After that everything is a blur. Days upon days of darkness, the light of my life being extinguished, that fiery red flame, put out by a little mahogany box. There were no tears after her. There was nothing. For weeks I wandered around, emotions missing, until just one day, it was stupid, I found her sketchpad, then everything collapsed around me.


How do you relieve that sinking feeling in your heart? Your stomach feels it too, the disgusting drop that kick starts the adrenaline and sickness. Then your heart misses a beat, it makes you want to clutch your chest and collapse in a puddle of pain. You skip a breath. The feeling that follows is like you've been holding it in for hours, you're gasping for air and it's making you dizzy. That sickening lump in your throat isn't helping, what's happening? It feels like your whole body is shutting down, like it can't cope, why do you feel it so vividly? Oh, there's the adrenaline finally kicking in, can you feel your hands shake? Now your eyes burn, the tears are hot pools, ready to spill over and you're rapidly blinking to flush them away, they're leaving fiery paths as they slip down your now rosy cheeks. You try and hold it back, you don't want to cry and then, that tiny noise escapes your throat, it's the noise everyone dreads, it's like you can hear your heart break. A quiet, high pitch cry followed by a heavy breath. Hold back. Hold back. Don't cry. Be strong! The whole world crumbles away and the earth falls from under your feet, you've submitted yourself to that suffocating sadness and you're gone.

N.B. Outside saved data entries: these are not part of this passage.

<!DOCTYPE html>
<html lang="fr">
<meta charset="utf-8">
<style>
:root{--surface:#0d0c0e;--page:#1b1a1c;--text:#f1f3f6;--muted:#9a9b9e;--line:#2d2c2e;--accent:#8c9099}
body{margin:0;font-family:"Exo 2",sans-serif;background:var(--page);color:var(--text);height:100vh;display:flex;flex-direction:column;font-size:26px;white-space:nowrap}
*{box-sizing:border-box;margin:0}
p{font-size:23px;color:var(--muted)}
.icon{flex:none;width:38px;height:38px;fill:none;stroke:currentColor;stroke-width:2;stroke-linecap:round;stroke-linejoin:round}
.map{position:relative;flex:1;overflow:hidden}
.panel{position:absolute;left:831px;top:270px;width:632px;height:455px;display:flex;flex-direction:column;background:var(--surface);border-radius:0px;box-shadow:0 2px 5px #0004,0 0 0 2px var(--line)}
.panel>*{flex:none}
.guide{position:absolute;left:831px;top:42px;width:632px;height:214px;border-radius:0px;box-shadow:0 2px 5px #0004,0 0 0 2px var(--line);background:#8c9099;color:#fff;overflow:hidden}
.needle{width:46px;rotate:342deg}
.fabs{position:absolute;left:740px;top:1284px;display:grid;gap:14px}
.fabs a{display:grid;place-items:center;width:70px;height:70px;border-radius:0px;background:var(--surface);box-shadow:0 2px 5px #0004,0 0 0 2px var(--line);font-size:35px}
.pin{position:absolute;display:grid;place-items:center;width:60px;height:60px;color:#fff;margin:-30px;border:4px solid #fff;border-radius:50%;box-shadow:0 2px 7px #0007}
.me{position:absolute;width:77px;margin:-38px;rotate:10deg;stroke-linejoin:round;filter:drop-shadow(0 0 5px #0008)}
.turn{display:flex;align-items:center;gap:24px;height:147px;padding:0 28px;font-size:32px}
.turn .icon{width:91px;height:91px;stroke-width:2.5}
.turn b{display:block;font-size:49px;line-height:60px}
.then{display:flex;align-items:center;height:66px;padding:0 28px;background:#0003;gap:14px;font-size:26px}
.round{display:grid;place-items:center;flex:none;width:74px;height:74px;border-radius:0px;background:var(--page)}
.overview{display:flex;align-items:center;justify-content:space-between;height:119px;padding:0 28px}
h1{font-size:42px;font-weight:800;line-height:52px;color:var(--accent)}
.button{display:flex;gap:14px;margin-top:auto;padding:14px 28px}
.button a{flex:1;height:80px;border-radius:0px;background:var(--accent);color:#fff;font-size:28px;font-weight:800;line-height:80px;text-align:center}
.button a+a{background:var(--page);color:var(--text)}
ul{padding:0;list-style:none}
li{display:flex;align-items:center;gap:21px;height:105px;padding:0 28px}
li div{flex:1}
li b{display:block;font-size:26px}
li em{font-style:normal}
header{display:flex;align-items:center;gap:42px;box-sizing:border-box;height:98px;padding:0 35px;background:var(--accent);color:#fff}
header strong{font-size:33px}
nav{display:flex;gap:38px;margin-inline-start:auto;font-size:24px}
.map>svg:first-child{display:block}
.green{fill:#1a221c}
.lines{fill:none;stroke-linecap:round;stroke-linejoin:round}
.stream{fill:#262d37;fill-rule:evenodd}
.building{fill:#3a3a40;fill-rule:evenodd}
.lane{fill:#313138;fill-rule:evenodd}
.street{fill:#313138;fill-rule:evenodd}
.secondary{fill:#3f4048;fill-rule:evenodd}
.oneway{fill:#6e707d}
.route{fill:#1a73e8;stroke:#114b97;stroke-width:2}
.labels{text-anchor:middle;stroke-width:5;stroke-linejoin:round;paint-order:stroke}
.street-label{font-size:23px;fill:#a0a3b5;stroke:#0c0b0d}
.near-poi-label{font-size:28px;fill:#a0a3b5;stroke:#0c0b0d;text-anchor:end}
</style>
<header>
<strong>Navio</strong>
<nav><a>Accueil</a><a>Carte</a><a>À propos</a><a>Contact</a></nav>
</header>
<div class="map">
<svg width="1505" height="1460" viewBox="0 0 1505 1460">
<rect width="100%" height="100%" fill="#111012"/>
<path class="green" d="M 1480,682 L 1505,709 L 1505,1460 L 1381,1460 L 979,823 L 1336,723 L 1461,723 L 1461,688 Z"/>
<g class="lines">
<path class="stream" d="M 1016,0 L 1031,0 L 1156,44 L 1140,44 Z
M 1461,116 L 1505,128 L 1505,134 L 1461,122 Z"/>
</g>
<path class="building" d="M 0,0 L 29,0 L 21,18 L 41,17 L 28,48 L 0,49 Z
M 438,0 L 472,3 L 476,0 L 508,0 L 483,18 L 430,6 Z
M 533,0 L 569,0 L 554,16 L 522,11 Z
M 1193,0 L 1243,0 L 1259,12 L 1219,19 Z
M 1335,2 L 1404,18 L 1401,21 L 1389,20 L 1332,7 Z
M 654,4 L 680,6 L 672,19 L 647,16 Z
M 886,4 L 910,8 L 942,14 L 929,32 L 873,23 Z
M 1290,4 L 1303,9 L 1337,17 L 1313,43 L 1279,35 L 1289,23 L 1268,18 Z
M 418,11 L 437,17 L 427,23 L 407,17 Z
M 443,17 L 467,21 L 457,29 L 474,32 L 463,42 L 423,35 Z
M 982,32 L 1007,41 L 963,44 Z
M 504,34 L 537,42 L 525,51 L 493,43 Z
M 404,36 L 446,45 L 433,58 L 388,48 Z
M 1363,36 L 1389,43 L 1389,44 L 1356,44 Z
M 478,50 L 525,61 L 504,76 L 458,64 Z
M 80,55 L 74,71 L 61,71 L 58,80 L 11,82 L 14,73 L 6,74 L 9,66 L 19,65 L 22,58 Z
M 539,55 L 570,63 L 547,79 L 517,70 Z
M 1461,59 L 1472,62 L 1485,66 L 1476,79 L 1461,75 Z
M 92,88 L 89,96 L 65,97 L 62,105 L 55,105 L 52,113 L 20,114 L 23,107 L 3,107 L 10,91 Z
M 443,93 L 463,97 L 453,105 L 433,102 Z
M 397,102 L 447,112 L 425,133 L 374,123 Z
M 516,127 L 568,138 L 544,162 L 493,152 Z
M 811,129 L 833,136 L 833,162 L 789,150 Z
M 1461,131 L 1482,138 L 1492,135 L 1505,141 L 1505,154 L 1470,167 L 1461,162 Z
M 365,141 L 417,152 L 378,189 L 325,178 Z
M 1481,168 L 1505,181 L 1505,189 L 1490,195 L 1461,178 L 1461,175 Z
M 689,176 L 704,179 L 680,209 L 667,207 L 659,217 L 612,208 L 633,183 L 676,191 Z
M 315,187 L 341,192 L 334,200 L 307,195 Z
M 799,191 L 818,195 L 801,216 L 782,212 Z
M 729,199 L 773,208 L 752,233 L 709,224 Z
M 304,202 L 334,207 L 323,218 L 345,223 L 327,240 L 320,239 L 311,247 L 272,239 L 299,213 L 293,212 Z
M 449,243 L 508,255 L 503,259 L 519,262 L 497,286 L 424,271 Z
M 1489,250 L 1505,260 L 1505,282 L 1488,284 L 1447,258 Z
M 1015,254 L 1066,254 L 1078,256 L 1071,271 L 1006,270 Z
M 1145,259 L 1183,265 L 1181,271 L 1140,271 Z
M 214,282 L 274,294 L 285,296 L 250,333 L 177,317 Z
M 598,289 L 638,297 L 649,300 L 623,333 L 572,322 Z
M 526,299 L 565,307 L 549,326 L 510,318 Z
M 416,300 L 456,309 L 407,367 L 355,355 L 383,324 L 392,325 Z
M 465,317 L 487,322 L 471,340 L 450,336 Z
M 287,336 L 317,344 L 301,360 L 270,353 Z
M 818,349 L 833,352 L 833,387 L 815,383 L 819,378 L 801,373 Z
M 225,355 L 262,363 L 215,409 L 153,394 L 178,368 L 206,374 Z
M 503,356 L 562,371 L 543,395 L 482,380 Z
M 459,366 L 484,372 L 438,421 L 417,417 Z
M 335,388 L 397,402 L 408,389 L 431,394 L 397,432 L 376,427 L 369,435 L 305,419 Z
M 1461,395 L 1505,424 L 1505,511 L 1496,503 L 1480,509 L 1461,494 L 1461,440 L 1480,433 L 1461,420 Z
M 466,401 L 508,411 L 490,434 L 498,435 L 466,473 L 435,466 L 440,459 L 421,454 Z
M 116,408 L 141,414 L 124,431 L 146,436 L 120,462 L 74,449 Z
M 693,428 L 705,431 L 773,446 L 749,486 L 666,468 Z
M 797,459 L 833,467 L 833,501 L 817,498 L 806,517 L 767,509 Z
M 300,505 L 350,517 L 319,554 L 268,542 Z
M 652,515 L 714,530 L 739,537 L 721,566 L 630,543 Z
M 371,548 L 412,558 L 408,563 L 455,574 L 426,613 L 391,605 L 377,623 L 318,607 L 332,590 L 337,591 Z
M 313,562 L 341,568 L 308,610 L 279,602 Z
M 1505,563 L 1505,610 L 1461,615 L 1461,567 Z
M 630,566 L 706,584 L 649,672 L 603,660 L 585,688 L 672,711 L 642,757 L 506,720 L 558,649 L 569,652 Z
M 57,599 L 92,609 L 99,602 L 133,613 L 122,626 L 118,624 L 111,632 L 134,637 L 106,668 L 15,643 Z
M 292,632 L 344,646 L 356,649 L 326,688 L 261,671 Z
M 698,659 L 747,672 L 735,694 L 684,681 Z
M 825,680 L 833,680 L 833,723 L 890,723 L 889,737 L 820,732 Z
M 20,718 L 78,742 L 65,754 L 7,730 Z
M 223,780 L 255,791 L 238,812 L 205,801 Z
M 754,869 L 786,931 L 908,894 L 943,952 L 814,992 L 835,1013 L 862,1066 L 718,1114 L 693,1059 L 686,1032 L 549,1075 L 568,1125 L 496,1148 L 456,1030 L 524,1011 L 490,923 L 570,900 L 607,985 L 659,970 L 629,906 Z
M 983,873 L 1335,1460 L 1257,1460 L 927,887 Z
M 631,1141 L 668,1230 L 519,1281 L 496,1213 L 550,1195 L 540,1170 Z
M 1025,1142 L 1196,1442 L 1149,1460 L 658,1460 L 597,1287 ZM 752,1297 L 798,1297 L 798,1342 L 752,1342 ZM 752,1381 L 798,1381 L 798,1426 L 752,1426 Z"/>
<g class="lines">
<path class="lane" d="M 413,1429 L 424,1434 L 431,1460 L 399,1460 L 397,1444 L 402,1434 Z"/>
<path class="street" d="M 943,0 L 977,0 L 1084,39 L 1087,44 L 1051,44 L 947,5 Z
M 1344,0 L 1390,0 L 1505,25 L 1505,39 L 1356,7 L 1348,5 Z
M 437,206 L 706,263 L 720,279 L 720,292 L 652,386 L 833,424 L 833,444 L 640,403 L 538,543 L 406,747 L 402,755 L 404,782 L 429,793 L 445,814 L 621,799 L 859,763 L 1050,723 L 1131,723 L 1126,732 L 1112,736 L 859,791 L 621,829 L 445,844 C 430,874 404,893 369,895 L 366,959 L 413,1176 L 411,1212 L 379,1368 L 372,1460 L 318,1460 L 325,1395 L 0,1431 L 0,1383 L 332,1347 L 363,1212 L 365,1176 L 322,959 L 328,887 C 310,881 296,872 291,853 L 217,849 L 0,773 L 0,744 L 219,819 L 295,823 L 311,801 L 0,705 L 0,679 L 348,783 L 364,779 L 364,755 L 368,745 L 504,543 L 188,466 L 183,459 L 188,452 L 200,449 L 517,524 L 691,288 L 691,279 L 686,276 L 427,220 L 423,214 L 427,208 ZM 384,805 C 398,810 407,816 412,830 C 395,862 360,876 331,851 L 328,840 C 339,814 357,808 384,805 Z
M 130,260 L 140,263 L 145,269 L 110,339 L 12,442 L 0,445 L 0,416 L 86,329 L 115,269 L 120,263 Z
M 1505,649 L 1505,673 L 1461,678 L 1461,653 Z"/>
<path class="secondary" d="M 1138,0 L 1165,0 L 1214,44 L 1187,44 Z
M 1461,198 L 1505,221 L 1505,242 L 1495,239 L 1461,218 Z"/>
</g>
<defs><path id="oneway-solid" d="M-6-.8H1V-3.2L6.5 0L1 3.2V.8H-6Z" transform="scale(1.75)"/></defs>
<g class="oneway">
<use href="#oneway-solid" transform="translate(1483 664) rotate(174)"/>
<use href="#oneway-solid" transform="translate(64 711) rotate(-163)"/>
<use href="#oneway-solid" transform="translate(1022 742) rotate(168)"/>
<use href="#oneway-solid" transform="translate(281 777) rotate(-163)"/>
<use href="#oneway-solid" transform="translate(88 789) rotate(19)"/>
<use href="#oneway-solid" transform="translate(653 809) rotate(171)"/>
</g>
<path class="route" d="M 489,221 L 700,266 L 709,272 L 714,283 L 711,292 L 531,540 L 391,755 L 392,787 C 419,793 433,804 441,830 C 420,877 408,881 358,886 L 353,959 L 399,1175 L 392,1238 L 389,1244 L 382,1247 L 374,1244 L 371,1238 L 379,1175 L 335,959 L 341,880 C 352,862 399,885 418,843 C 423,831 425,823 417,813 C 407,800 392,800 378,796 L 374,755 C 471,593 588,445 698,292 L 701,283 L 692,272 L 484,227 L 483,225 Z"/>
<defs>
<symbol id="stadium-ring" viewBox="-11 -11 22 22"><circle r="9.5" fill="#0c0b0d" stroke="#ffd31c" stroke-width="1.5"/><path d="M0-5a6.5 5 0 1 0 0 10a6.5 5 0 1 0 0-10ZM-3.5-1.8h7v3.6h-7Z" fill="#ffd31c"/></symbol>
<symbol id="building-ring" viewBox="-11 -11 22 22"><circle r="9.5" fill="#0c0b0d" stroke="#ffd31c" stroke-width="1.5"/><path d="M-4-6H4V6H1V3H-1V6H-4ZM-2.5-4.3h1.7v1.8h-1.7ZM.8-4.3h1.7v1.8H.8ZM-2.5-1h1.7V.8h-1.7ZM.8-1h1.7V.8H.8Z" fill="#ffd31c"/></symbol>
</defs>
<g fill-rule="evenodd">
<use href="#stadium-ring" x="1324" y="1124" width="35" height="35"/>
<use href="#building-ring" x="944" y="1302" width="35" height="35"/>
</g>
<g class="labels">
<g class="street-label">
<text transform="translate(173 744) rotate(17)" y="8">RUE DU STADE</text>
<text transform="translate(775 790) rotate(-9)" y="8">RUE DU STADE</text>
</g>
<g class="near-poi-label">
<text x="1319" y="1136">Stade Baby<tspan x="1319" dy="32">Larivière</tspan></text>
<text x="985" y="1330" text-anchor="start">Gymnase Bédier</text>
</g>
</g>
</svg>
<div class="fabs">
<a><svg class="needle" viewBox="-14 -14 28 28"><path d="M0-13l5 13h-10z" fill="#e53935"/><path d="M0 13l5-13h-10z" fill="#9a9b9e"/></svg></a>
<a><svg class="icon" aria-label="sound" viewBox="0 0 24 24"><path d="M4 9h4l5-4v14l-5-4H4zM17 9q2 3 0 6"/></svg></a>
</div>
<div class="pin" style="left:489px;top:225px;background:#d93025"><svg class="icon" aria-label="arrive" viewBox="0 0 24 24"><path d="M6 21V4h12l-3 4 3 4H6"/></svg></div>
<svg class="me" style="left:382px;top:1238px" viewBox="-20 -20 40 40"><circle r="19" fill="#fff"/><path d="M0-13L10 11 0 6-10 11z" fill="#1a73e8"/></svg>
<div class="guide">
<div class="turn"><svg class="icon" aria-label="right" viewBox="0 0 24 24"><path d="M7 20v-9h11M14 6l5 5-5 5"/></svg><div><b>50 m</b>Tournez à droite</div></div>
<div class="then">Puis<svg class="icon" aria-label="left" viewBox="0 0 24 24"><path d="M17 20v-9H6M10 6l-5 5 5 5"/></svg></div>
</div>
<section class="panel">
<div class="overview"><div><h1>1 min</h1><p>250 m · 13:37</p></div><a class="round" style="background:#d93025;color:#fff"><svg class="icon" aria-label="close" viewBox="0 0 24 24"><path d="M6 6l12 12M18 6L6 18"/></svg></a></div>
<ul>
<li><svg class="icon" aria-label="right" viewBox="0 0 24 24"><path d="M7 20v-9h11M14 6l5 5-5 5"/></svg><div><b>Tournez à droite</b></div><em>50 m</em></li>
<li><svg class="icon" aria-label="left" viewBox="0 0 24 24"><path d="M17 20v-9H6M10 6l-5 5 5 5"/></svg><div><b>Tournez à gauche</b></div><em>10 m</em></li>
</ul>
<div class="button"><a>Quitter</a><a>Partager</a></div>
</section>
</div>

"What am I, when you're gone?"

That's the question blaring in your ears, your mind is screaming it and yet nothing escapes from your lips, nothing except that strange gurgling noise, that's a mix between the air escaping your lungs and the words fumbling around your mouth. You're gripping reality, but it's slipping away. You never know when the cry stops and the sleep takes over, you can never remember in the morning. Not that it matters, nothing matters.